### [ACTIVITY]
The number of lines below holding the string "Northwest" is the only answer wanted.

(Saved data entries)

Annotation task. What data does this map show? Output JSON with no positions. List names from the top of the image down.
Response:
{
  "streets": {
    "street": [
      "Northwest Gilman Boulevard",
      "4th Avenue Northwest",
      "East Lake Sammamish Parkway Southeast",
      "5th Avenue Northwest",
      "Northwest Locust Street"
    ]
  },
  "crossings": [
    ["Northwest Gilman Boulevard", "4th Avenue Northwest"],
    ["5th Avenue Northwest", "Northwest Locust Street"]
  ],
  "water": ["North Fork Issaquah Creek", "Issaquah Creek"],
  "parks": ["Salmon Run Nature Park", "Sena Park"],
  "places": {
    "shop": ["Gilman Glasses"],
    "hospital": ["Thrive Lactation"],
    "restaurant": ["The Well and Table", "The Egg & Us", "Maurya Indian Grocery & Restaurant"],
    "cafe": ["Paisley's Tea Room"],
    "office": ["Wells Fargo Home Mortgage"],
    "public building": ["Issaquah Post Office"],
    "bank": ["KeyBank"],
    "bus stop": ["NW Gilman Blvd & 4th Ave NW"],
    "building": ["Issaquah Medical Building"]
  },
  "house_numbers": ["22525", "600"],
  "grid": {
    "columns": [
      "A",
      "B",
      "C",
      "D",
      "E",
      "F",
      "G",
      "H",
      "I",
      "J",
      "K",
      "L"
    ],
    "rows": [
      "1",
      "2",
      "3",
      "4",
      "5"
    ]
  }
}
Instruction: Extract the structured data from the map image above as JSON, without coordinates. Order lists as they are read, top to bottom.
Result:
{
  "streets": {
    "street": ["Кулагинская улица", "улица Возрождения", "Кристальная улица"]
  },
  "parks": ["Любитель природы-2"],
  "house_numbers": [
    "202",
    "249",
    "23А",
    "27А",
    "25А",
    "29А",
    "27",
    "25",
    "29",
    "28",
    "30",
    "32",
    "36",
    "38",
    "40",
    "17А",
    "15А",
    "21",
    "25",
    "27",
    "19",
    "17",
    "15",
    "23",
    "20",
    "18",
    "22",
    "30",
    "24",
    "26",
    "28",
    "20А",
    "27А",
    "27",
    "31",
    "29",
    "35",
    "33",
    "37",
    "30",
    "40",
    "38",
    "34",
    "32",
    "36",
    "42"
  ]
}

### [RESPONSE AREA]
6